Sandpoint cinephiles are in luck, however, as the Panida Theater is hosting Waiting for the Barbarians as part of its streaming film series through Sunday, July 26. Visit panida.org, pay $12 and get access to the movie for three days.
Threading together themes reminiscent of Franz Kafka and Joseph Conrad, Waiting for the Barbarians takes place on the arid fringes of a nameless, fictional empire sometime seemingly in the late-1800s or early-1900s. A broad-minded bureaucrat called only “The Magistrate” (Rylance) is preparing to retire from his long, quiet tenure as chief officer at a forgotten imperial outpost, where he has managed to balance colonial dominion with a live-and-let-live philosophy that keeps the peace with the natives — whom he calls “the nomads.”

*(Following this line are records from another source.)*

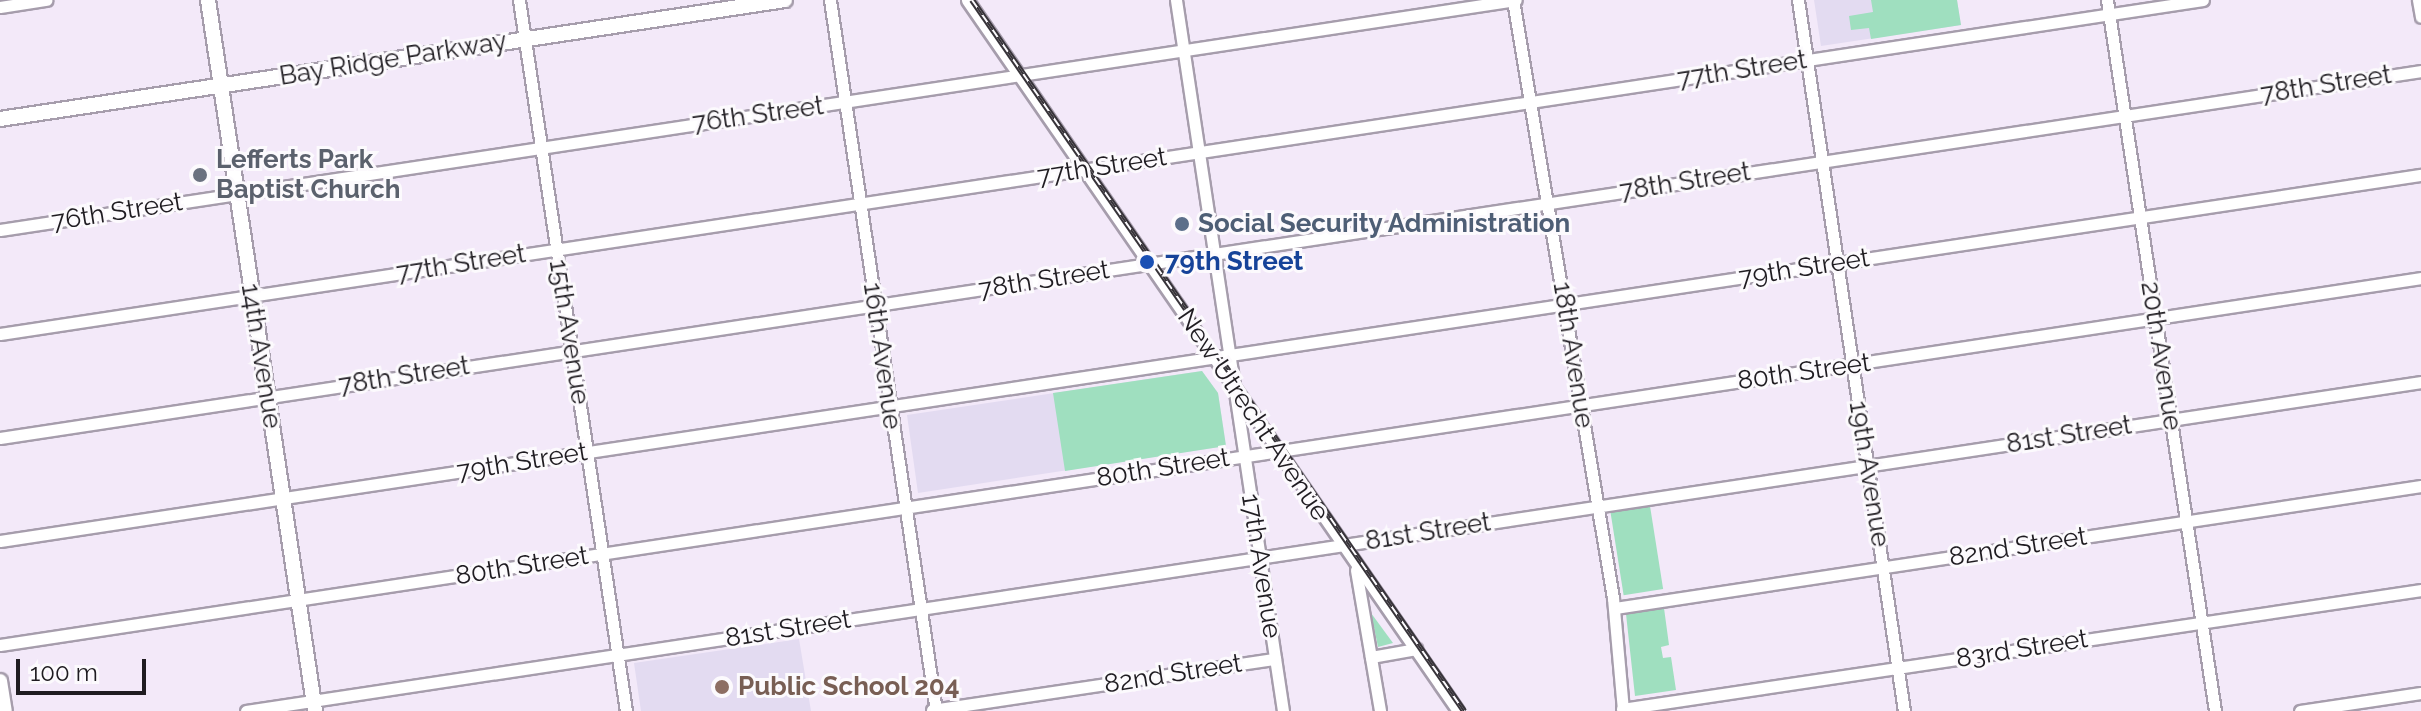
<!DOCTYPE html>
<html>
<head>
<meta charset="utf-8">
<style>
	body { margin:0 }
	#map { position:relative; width:2421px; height:711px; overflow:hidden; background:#f3e9f9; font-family:Raleway,sans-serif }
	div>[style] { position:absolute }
	.education>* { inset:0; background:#e3dbf1 }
	.green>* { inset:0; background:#9fdfbf; transform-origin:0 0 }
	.roads { filter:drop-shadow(2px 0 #a69dac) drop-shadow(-2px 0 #a69dac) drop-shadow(0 2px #a69dac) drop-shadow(0 -2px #a69dac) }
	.minor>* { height:11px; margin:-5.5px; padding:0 5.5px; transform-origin:5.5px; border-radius:5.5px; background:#fff }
	.major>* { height:14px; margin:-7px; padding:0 7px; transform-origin:7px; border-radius:7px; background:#fff }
	.rail>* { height:6px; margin-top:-3px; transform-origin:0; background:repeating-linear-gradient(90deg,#fcfafd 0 9px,#373339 0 18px); box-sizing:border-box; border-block:2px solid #373339 }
	.dots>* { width:22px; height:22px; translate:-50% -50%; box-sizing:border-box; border:4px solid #fcfafd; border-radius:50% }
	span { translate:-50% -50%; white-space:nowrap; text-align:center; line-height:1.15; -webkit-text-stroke:6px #fcfafd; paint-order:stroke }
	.street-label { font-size:26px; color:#1f1c21 }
	.worship-label { font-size:26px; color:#5b616d; font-weight:700 }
	.left { translate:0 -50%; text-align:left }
	.service-label { font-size:26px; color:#4e5e75; font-weight:700 }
	.transit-label { font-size:26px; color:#164399; font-weight:700 }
	.education-label { font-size:26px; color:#785e54; font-weight:700 }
	.scale { position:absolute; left:16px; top:659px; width:130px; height:36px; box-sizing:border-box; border:4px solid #1f1c21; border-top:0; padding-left:10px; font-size:24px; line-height:28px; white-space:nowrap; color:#1f1c21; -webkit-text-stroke:6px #fcfafd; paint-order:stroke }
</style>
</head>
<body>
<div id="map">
	<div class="education">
		<div style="clip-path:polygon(1814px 0,1957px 0,1961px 25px,1821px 46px)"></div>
		<div style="clip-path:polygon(1202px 371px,1218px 393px,1226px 446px,918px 493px,907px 415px)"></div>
		<div style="clip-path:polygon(799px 639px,811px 711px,641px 711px,634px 663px)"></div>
	</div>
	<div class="green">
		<div style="clip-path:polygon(1871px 0,1957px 0,1961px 25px,1871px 39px,1869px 28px,1851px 30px,1849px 16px,1873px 12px)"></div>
		<div style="clip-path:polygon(1202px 371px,1218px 393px,1226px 446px,1065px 471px,1053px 393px)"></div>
		<div style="left:1650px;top:506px;width:84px;height:40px;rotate:81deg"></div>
		<div style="clip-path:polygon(1664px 608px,1669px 645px,1661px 647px,1663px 658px,1671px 657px,1676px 690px,1635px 696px,1626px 614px)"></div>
		<div style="clip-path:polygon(1371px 613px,1393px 643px,1378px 647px)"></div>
	</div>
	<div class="roads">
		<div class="minor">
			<div style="left:519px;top:0;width:719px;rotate:81.44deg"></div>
			<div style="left:830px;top:0;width:719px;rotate:81.52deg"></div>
			<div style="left:967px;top:0;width:864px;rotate:55.37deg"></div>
			<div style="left:1176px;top:0;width:719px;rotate:81.44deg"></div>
			<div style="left:1513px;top:0;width:606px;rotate:80.51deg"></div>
			<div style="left:1613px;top:598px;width:113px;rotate:84.9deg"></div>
			<div style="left:1798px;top:0;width:719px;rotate:81.52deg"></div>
			<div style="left:2107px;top:0;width:719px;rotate:81.36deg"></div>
			<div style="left:2418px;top:0;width:17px;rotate:80deg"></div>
			<div style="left:0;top:7px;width:47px;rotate:-8.7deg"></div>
			<div style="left:0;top:230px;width:1533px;rotate:-8.63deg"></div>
			<div style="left:0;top:334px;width:2228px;rotate:-8.62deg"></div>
			<div style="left:0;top:438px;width:2449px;rotate:-8.62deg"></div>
			<div style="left:0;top:541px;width:2449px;rotate:-8.6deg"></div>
			<div style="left:1356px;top:570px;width:143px;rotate:80.3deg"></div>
			<div style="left:1615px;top:608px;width:815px;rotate:-8.61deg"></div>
			<div style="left:0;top:645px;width:2449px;rotate:-8.62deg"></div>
			<div style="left:1371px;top:657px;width:46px;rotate:-10.1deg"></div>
			<div style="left:1622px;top:709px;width:808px;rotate:-8.47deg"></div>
			<div style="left:932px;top:710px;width:347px;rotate:-8.5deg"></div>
			<div style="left:246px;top:711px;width:2200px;rotate:-8.6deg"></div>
			<div style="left:2300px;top:711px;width:122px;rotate:-8.5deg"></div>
		</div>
		<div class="major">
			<div style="left:208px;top:0;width:719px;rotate:81.44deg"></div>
			<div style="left:0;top:119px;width:794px;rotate:-8.62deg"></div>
			<div style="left:0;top:681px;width:30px;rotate:81deg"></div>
		</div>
	</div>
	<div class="rail">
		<div style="left:972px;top:0;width:865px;rotate:55.32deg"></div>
	</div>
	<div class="dots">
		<div style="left:200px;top:175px;background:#6b7280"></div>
		<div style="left:1182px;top:224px;background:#5c6f8a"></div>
		<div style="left:1147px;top:262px;background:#1a4fb4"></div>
		<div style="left:722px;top:687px;background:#8d6e63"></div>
	</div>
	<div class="street-label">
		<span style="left:393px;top:59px;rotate:-9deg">Bay Ridge Parkway</span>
		<span style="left:1742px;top:70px;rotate:-9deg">77th Street</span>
		<span style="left:2326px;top:85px;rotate:-9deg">78th Street</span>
		<span style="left:758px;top:115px;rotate:-8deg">76th Street</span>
		<span style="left:1102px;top:167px;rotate:-9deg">77th Street</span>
		<span style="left:1685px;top:182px;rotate:-9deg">78th Street</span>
		<span style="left:117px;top:212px;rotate:-9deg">76th Street</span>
		<span style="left:461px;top:264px;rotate:-9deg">77th Street</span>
		<span style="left:1804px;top:268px;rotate:-9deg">79th Street</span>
		<span style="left:1044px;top:280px;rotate:-9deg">78th Street</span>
		<span style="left:569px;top:332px;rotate:81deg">15th Avenue</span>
		<span style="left:1573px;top:355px;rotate:81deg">18th Avenue</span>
		<span style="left:261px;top:356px;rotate:81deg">14th Avenue</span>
		<span style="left:882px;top:356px;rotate:82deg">16th Avenue</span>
		<span style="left:2161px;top:356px;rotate:81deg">20th Avenue</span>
		<span style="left:1804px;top:372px;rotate:-8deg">80th Street</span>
		<span style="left:404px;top:376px;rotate:-9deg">78th Street</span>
		<span style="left:1253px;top:415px;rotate:56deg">New Utrecht Avenue</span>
		<span style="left:2069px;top:435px;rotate:-9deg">81st Street</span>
		<span style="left:522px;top:462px;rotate:-9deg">79th Street</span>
		<span style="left:1163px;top:468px;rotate:-9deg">80th Street</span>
		<span style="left:1869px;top:474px;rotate:81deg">19th Avenue</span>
		<span style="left:1428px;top:532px;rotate:-9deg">81st Street</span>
		<span style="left:2018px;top:547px;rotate:-9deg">82nd Street</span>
		<span style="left:522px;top:566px;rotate:-9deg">80th Street</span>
		<span style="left:1261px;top:566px;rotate:81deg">17th Avenue</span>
		<span style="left:788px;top:629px;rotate:-9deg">81st Street</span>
		<span style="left:2022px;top:649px;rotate:-9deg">83rd Street</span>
		<span style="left:1173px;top:674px;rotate:-9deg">82nd Street</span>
	</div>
	<div class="worship-label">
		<span class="left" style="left:216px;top:175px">Lefferts Park<br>Baptist Church</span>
	</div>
	<div class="service-label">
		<span class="left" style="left:1198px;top:224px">Social Security Administration</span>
	</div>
	<div class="transit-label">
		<span class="left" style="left:1165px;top:262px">79th Street</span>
	</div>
	<div class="education-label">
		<span class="left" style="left:738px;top:687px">Public School 204</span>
	</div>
	<div class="scale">100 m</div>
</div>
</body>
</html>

This delicate tranquility comes to an abrupt end when, ostensibly investigating rumors of unrest in the desertified borderlands, the state police in the imperial capital dispatch Colonel Joll (Depp) and, later, his maniacally enthusiastic adjutant Officer Mandel (Pattinson) to take matters in hand.
Kitted out in ink-dark blue uniforms and jackboots, Joll and Mandel spin the formerly sleepy border post into a charnel house of torture and oppression, bringing The Magistrate full-face with the brutal nature of the machine he’s been serving all along and — as we 21st-century Americans know all to well from our neoimperialist adventures in Afghanistan and Iraq — going a long way to creating the very problem they were sent to avert.
Meanwhile, the fault lines of loyalty, humanity and barbarism criss-cross the bleak landscape, which not unlike Conrad’s Congo or Kafka’s Castle becomes a graveyard for so-called “civilization.”